Ramsey Dacosta, now 66, used to be the houseboy for British author Ian Fleming at his Jamaican home, Goldeneye. Here he wrote 13 of the James Bond books, starting with Casino Royale - written in 1951 as an antidote to getting married for the first time at the age of 43. His bride was Lady Rothermere, the former wife of the British newspaper proprietor.
Casino Royale, once made as a spoof starring David Niven and Woody Allen, will be the 21st Bond film and will start shooting at the end of this year.
Fleming bought the north-shore property in the beautiful banana port of Orcabessa (as described in Live and Let Die) for £4,000, having originally been sent to Jamaica by British naval intelligence to stop U-boat sinkings in the Caribbean. He named it after a British Admiralty plan to defend Gibraltar and stayed at the former donkey racecourse for 18 winters, writing four hours a day "fast and with application".
At the front gate there is still a sign reading "For Sale or Rent, The birthplace of James Bond, Superspy." The 30-acre estate remained vacant until 1976 when London-born Chris Blackwell, founder of Island Records, bought it. Reggae star Bob Marley considered buying it, too.
It is now a 400-acre all-inclusive holiday spa resort. Ian Fleming's old garage has been converted into a bedroom suite with a giant video/DVD screen and massive bar. His bedroom still has the red bullwood desk on which he wrote, with the jalousies shut to keep out the sun.
There is a typewriter - but the original was sold in 1995. Seashells are scattered on tables, as he liked them to be. The bath is outside. The rest of the property consists of luxury three-level villas with glassless windows to let in the breeze and the sound of the pounding surf.
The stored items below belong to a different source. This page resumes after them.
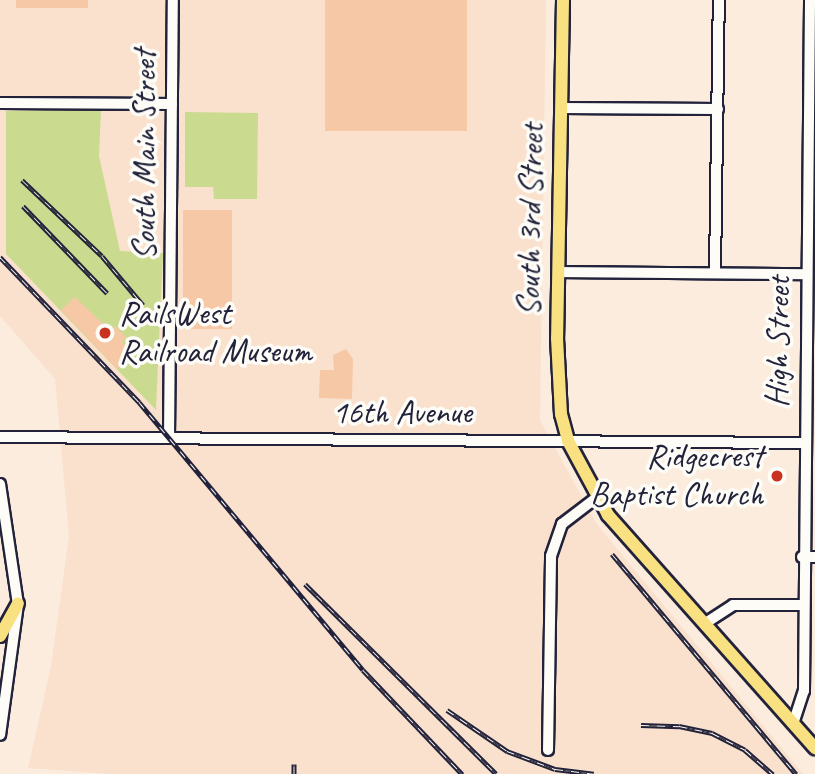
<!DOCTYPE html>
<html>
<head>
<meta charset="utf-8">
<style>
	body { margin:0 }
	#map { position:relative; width:815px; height:774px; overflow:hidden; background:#fbecde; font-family:Caveat,sans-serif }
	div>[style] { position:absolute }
	.built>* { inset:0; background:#fae1cd }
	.green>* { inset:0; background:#cadb90 }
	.building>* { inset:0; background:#f6c8a5; transform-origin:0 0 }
	.roads { filter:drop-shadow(2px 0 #22223b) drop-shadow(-2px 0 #22223b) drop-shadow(0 2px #22223b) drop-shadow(0 -2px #22223b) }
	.minor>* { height:10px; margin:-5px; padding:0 5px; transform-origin:5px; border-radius:5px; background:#fdfcf7 }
	.major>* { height:12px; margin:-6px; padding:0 6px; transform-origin:6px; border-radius:6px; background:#f9e181 }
	.rail>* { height:5px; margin-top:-2.5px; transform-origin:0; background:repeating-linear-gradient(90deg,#fdfcf7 0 8px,#22223b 0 16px); box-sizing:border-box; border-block:2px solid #22223b }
	.dots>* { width:19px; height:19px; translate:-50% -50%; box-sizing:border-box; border:4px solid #fdfcf7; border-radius:50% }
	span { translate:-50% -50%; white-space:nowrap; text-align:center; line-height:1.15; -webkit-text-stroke:7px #fdfcf7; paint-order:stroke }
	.street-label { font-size:33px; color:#22223b }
	.poi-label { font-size:33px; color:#22223b }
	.left { translate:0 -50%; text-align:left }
	.right { translate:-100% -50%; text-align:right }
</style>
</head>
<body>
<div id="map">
	<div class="built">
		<div style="clip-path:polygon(0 0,546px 0,540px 420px,596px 523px,803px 774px,109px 774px,28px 768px,51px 666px,69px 536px,55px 379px,0 316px)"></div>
	</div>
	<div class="green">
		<div style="clip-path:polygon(101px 110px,99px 156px,120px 251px,163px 253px,156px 410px,6px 254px,6px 111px)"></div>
		<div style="clip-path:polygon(185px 112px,258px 113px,257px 199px,214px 199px,213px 187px,185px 187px)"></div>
	</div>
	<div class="building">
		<div style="left:16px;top:0;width:72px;height:8px"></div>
		<div style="left:325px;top:0;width:142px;height:131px"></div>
		<div style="left:183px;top:210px;width:49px;height:119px"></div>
		<div style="clip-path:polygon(75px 297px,101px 322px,111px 329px,115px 326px,126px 337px,122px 342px,132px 353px,117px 369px,61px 310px)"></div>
		<div style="clip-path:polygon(346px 349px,353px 359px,352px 399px,319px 398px,320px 370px,334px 370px,333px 355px)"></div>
	</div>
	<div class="roads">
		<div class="minor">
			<div style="left:0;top:103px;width:172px;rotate:0.3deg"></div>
			<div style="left:561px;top:108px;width:157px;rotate:0.4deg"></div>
			<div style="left:559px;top:272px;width:247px;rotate:0.5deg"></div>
			<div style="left:715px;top:273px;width:273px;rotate:-89.2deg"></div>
			<div style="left:0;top:437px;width:803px;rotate:0.43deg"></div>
			<div style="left:169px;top:437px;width:437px;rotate:-89.5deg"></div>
			<div style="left:0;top:484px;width:121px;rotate:81.5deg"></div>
			<div style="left:18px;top:604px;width:132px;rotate:97.8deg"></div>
			<div style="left:802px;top:557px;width:13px"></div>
			<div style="left:704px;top:624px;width:35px;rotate:-33deg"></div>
			<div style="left:733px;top:605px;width:70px"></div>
			<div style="left:793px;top:724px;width:35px;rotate:-72deg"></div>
			<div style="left:804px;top:691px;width:691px;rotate:-89.5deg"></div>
			<div style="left:548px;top:750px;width:194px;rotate:-89.1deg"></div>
			<div style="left:551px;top:556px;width:34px;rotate:-71deg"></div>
			<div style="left:562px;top:524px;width:43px;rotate:-37.4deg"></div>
		</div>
		<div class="major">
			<div style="left:563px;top:0;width:338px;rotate:91deg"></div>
			<div style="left:557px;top:338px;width:76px;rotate:87deg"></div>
			<div style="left:561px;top:414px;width:28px;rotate:75deg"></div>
			<div style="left:568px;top:441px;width:84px;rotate:61.6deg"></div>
			<div style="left:608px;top:515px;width:312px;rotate:48.4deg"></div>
			<div style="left:0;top:636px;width:37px;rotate:-61deg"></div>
		</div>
	</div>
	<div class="rail">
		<div style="left:22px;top:180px;width:110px;rotate:43.5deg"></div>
		<div style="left:102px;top:256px;width:64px;rotate:50.1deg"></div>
		<div style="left:23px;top:206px;width:121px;rotate:46deg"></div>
		<div style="left:0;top:257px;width:201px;rotate:46.2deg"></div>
		<div style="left:139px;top:402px;width:349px;rotate:50.1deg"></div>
		<div style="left:363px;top:670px;width:144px;rotate:46.4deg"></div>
		<div style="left:612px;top:554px;width:287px;rotate:50.1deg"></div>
		<div style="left:305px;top:584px;width:269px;rotate:44.8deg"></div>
		<div style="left:447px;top:710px;width:73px;rotate:34.3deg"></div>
		<div style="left:507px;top:751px;width:51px;rotate:20.6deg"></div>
		<div style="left:555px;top:769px;width:39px;rotate:7deg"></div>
		<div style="left:641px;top:725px;width:38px;rotate:2deg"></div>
		<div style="left:679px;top:726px;width:34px;rotate:12deg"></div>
		<div style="left:712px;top:733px;width:37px;rotate:27deg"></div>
		<div style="left:745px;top:750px;width:37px;rotate:41deg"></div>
		<div style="left:294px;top:774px;width:10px;rotate:-90deg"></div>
	</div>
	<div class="dots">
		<div style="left:105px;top:333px;background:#c8321e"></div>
		<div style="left:777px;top:476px;background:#c8321e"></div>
	</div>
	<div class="street-label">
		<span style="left:145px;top:155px;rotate:-90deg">South Main Street</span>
		<span style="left:531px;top:220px;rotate:-89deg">South 3rd Street</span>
		<span style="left:778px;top:342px;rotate:-89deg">High Street</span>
		<span style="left:402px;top:413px">16th Avenue</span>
	</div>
	<div class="poi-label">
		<span class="left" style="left:119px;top:333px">RailsWest<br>Railroad Museum</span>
		<span class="right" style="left:763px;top:476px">Ridgecrest<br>Baptist Church</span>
	</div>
</div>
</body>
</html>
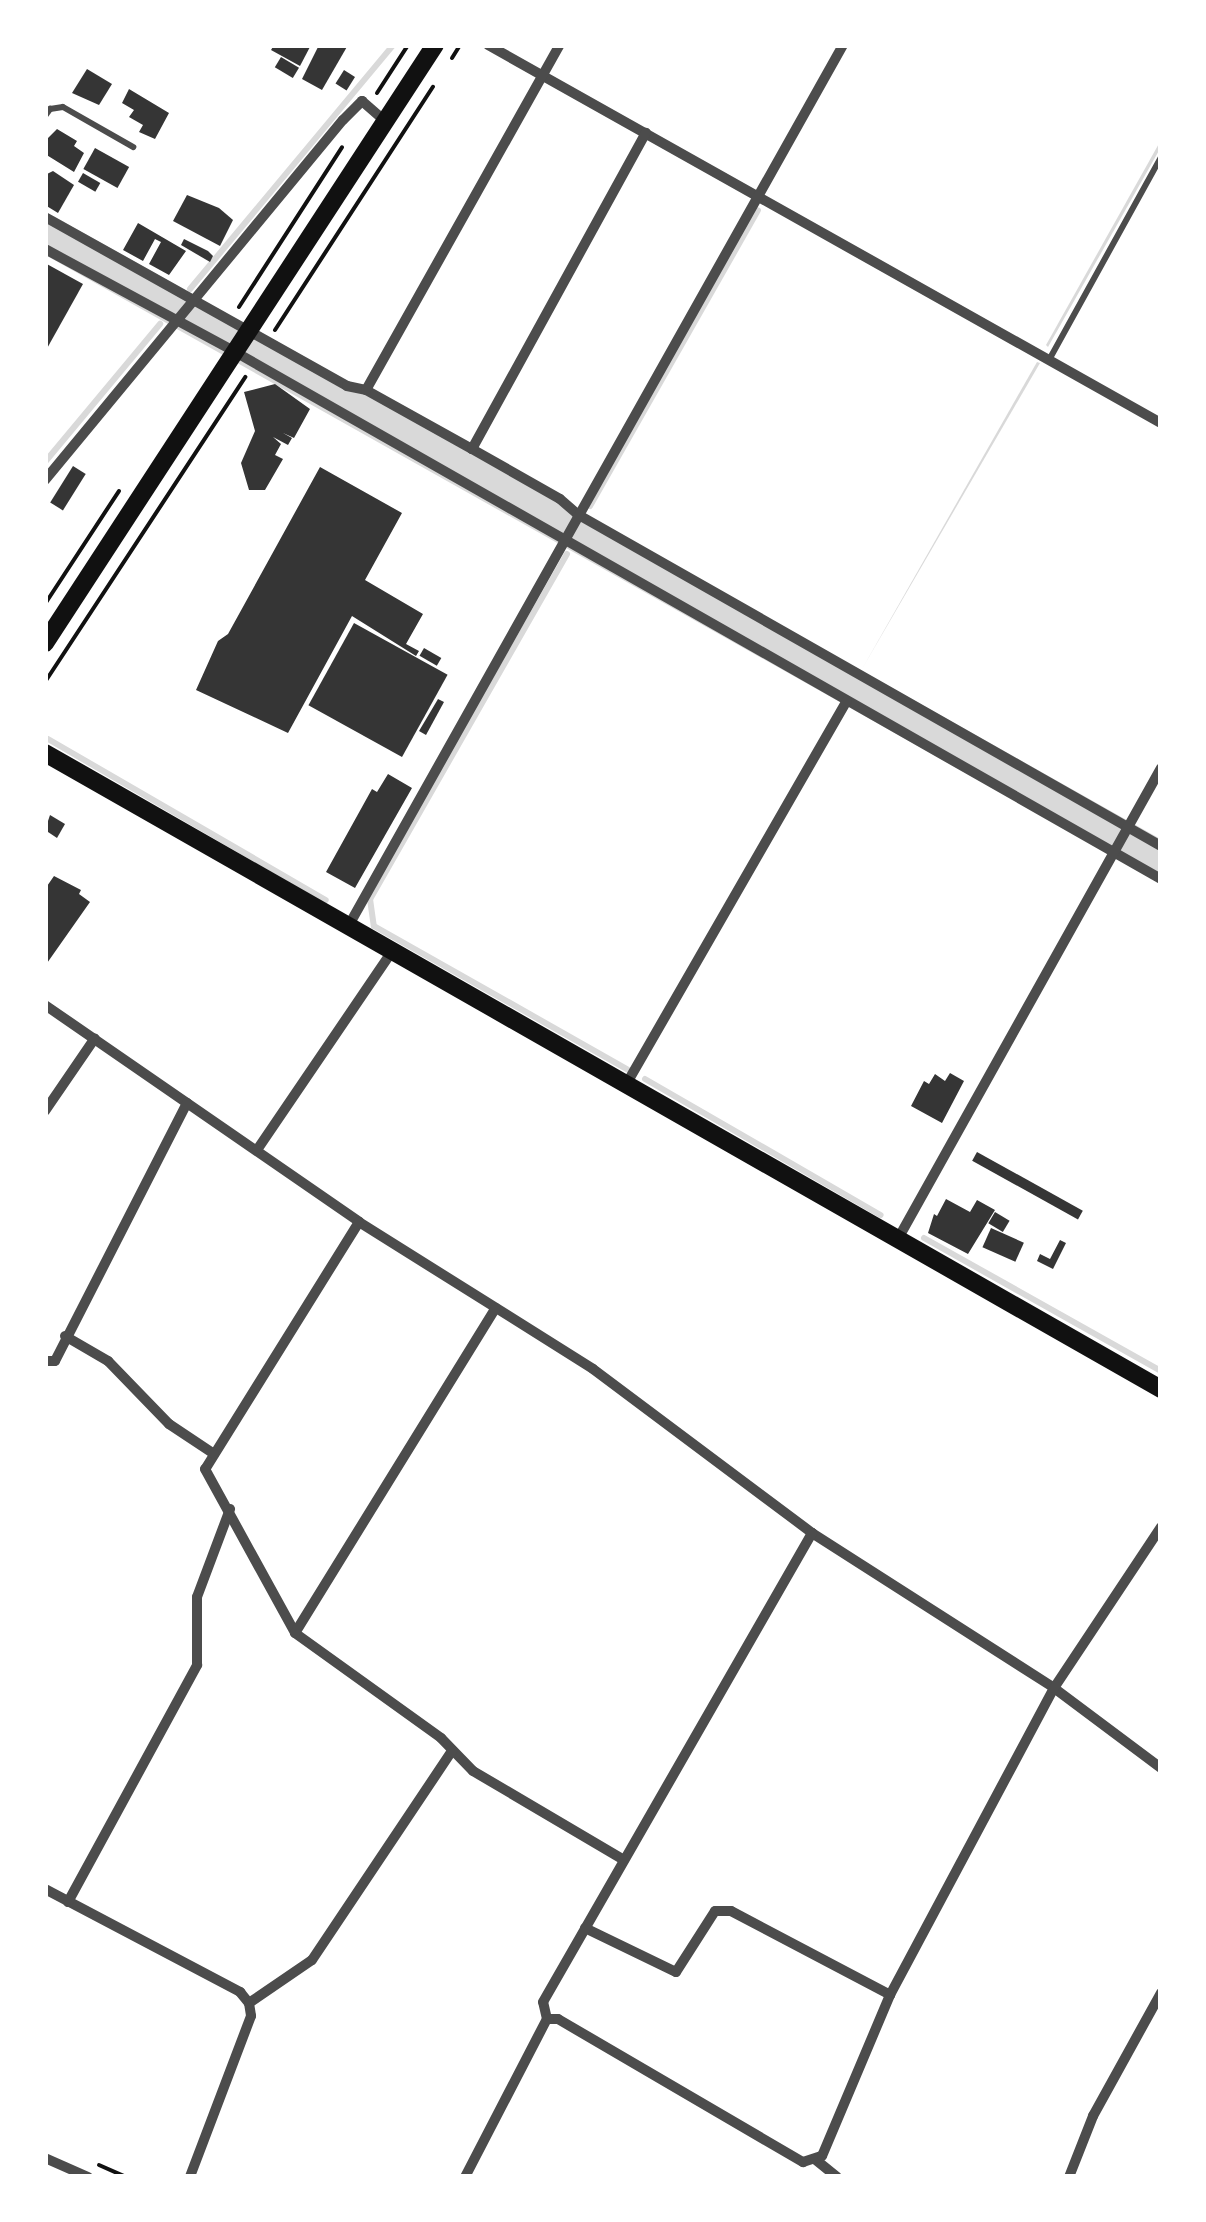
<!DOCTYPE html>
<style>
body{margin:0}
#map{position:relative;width:1206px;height:2222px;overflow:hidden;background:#fff;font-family:"Source Sans 3",sans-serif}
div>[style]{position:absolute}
.water>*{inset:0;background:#d9d9d9}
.stream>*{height:6px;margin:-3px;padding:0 3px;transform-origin:3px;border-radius:3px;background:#d9d9d9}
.river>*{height:38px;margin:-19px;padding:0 19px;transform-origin:19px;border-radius:19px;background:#d9d9d9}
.building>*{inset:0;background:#353535;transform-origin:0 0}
.path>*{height:4px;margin:-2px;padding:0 2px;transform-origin:2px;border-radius:2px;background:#111}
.service>*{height:6px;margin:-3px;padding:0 3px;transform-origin:3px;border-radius:3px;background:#4c4c4c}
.minor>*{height:10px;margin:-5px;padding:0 5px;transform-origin:5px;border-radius:5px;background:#4c4c4c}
.secondary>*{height:18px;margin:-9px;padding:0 9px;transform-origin:9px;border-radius:9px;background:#111}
span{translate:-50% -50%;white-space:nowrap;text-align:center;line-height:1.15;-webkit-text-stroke:10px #fff;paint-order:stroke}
.frame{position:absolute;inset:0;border:48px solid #fff;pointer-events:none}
</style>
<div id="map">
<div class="water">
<div style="clip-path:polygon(1161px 140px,1161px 147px,1048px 347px,1046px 345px)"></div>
<div style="clip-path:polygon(1037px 362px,1040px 363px,862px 669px)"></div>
</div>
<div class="stream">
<div style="left:190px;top:289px;width:317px;rotate:-50.2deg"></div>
<div style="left:45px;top:462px;width:180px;rotate:-50.2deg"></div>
<div style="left:590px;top:506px;width:340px;rotate:-60.4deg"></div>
<div style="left:567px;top:554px;width:397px;rotate:119.7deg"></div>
<div style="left:370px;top:899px;width:27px;rotate:82deg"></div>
<div style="left:374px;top:926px;width:291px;rotate:29.5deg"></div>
<div style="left:48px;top:739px;width:321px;rotate:30.1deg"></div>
<div style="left:645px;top:1079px;width:272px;rotate:30deg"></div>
<div style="left:924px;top:1238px;width:272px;rotate:29.3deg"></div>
</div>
<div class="river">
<div style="left:45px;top:233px;width:1281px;rotate:29.37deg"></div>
</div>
<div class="building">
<div style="clip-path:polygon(274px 45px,311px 45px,300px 66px,271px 50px)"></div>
<div style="clip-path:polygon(319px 45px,348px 45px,322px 90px,302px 79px)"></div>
<div style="left:281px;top:57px;width:21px;height:12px;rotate:31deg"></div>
<div style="clip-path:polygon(87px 69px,112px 84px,99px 105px,72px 93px)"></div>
<div style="left:344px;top:70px;width:13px;height:16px;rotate:32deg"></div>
<div style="clip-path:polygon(129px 89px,169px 113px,155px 139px,139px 132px,143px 125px,129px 117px,134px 110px,122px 103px)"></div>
<div style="clip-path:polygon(57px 129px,77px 141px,74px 146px,84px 153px,74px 172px,45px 154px,45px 141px)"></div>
<div style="left:95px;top:148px;width:39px;height:24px;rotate:29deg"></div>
<div style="clip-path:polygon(53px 171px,74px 185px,58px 213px,45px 205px,45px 175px)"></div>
<div style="left:83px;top:173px;width:20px;height:10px;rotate:30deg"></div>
<div style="clip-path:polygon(187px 195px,219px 208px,233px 220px,220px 246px,173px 221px)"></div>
<div style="clip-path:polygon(138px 223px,186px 251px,169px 275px,149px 264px,161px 242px,155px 239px,143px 261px,123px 250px)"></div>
<div style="clip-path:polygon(184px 239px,208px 251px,213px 256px,210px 262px,181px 245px)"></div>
<div style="clip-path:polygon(45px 263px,83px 284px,45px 352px)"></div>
<div style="clip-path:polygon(275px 384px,310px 409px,294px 438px,283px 433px,292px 438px,288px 445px,273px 437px,281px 444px,275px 455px,283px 459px,265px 490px,249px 490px,241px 463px,255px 431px,244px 392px)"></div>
<div style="left:73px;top:466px;width:15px;height:43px;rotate:32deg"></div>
<div style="clip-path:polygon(320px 467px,402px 513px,365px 580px,423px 614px,406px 644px,419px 651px,416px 656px,352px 616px,288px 733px,196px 690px,218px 641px,228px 634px)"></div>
<div style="left:354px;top:623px;width:107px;height:94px;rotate:29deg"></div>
<div style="left:424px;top:648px;width:20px;height:9px;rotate:30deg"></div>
<div style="clip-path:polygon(438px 699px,444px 702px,426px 735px,419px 731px)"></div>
<div style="clip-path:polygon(388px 774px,412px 788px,355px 888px,326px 872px,372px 789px,377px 792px)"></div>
<div style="clip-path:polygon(50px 815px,65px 824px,57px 838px,45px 830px)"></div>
<div style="clip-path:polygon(54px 876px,81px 890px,79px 894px,90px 902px,45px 966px,45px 889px)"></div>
<div style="clip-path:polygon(950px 1073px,964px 1081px,942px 1123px,911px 1106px,924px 1081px,929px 1084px,935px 1074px,945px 1081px)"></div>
<div style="left:977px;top:1152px;width:121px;height:10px;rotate:29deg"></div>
<div style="clip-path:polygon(946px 1199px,970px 1212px,977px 1200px,995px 1210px,968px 1254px,928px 1233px,934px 1214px,937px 1216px)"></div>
<div style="left:995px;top:1212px;width:17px;height:13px;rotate:31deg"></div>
<div style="left:991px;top:1228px;width:36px;height:21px;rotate:24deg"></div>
<div style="clip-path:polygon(1060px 1240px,1066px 1243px,1053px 1269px,1037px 1261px,1040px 1254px,1050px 1259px)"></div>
</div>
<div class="path">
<div style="left:452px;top:58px;width:15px;rotate:-58deg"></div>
<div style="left:377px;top:93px;width:57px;rotate:-57.1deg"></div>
<div style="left:239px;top:307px;width:190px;rotate:-57.2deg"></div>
<div style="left:275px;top:330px;width:290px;rotate:-57deg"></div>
<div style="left:45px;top:604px;width:135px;rotate:-56.8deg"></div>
<div style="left:45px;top:682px;width:365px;rotate:-56.7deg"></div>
<div style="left:99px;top:2165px;width:30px;rotate:24deg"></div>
</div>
<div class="service">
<div style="left:45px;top:116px;width:9px;rotate:-54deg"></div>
<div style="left:50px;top:109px;width:13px;rotate:-9deg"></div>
<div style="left:63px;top:107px;width:81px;rotate:29.7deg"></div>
<div style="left:1049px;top:360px;width:232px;rotate:-61.1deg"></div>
</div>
<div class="minor">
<div style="left:488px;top:45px;width:772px;rotate:29.32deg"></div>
<div style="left:45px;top:217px;width:346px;rotate:29.2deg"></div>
<div style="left:347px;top:386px;width:19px;rotate:12deg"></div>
<div style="left:366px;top:390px;width:121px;rotate:29.1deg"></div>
<div style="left:472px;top:449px;width:101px;rotate:29.6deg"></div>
<div style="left:560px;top:499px;width:23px;rotate:41deg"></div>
<div style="left:577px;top:514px;width:672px;rotate:29.62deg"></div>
<div style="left:45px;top:249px;width:218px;rotate:28.4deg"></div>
<div style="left:237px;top:353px;width:1063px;rotate:29.65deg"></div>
<div style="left:366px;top:390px;width:396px;rotate:-60.7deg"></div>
<div style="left:472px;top:449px;width:361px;rotate:-61.2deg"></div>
<div style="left:45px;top:480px;width:467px;rotate:-50.4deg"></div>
<div style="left:343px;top:120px;width:27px;rotate:-45deg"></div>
<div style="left:362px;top:101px;width:30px;rotate:41deg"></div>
<div style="left:349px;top:925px;width:1009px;rotate:-60.69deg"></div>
<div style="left:45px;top:1005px;width:382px;rotate:34.6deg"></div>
<div style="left:359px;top:1222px;width:276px;rotate:32.1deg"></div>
<div style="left:593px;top:1369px;width:274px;rotate:36.8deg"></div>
<div style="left:812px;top:1533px;width:287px;rotate:32.6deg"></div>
<div style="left:1054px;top:1688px;width:134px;rotate:36.8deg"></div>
<div style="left:627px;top:1083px;width:441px;rotate:-60.1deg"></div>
<div style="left:45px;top:1111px;width:88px;rotate:-55.6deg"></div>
<div style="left:257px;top:1150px;width:242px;rotate:-55.8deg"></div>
<div style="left:359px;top:1222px;width:291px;rotate:121.9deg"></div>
<div style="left:205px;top:1469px;width:187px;rotate:61.2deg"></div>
<div style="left:295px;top:1633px;width:180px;rotate:35.7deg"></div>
<div style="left:441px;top:1738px;width:46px;rotate:45.9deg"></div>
<div style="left:473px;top:1771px;width:175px;rotate:30.5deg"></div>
<div style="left:899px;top:1237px;width:537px;rotate:-60.81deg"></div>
<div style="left:65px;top:1336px;width:50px;rotate:30.2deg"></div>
<div style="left:108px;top:1361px;width:88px;rotate:45.9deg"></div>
<div style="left:169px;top:1424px;width:54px;rotate:33.7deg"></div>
<div style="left:45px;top:1361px;width:10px"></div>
<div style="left:55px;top:1361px;width:290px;rotate:-62.9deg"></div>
<div style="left:295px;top:1633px;width:382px;rotate:-58.3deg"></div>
<div style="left:45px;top:1889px;width:221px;rotate:27.8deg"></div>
<div style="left:240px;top:1992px;width:14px;rotate:51deg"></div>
<div style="left:249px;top:2003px;width:13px;rotate:81deg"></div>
<div style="left:251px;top:2016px;width:172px;rotate:110.8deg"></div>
<div style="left:68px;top:1902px;width:270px;rotate:-61.4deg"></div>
<div style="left:197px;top:1665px;width:68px;rotate:-90deg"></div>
<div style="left:197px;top:1597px;width:94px;rotate:-69.4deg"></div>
<div style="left:585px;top:1928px;width:101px;rotate:25.8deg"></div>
<div style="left:676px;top:1972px;width:72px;rotate:-57.4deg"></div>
<div style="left:715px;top:1911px;width:16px"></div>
<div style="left:731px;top:1911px;width:180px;rotate:27.8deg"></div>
<div style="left:249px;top:2003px;width:76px;rotate:-34.3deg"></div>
<div style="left:312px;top:1960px;width:252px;rotate:-56.2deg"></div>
<div style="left:547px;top:2019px;width:17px;rotate:-103deg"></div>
<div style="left:543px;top:2002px;width:541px;rotate:-60.16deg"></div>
<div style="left:45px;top:2158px;width:47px;rotate:23.8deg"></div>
<div style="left:816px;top:2160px;width:27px;rotate:39deg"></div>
<div style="left:465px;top:2177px;width:178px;rotate:-62.6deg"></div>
<div style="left:547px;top:2019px;width:11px"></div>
<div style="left:558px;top:2019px;width:284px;rotate:30.3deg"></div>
<div style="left:803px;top:2162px;width:20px;rotate:-18deg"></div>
<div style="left:822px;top:2156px;width:175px;rotate:-67.1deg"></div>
<div style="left:890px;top:1995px;width:348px;rotate:-61.9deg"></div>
<div style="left:1054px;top:1688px;width:193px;rotate:-56.4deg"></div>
<div style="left:1069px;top:2177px;width:66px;rotate:-68.5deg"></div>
<div style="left:1093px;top:2116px;width:141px;rotate:-61.1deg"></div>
</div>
<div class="secondary">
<div style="left:45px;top:643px;width:714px;rotate:-56.89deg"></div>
<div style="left:45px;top:753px;width:1285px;rotate:29.68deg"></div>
</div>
<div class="frame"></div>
</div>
It is far more classy than the island's better-known all-inclusive gulags.
Nothing much has changed, aside from the Maeve Binchy paperbacks on the shelves. The villas are named after famous heroines or villainesses. Except, strangely enough, Pussy Galore.
Fleming entertained many celebrities here. Sir Noel Coward lived at Firefly, ten minutes away; Sir Anthony Eden stayed after Suez and found it restful - although his private detective had to shoot the bushrats so he could sleep.
Jamaica has been used for many Bond movies. Laughing Waters (ten minutes away) is where Ursula Andress (Honeychile Rider) famously came out of the sea, Captain Swaby's Swamp Safari Camp was where Sir Roger Moore hurdled the alligators. The swamps around Falmouth were Dr No's home.
For Bondophiles, Old Palisadoes airport, and the Queen's Club in Kingston, are still there. Mainstream sights include Dunn's River Falls, Strawberry Hill in the Blue Mountains and Bob Marley's home and grave. Island Outposts have several properties on the island.
People who stay at Goldeneye tend to spend most of their time there. They go sea fishing or snorkel the private coral reef which inspired much of Thunderball. Or they take a tour with Ramsey around the gardens of African tulips, yellow hibiscus, giant bunyan trees and every tropical fruit and nut tree imaginable. Or they sit in the garden listening to Ramsey talk about the local birds and 'The Commander'. Under the almond and seagrape trees you learn, if you didn't know, that Fleming went to Eton and Sandhurst; was a stockbroker; foreign manager for The Times; had a brother (Peter) who was a travel writer and a great antiquarian book collector. He was also a chain-smoker and a serial womanizer as well as a good golfer. He died in Canterbury in 1964 aged 56.
Goldeneye was his creative hideaway , says Jenny Wood, the hotel's manager who is from Manchester. "Here Ian Fleming shut himself away from what he described as the gorgeous vacuum of a Jamaican holiday. Our guests don't."
Fleming was a stern critic of his own work. Although he may have cringed at the clich he might have been pleased by what everyone I met said about his home. You only live once. Go to Goldeneye.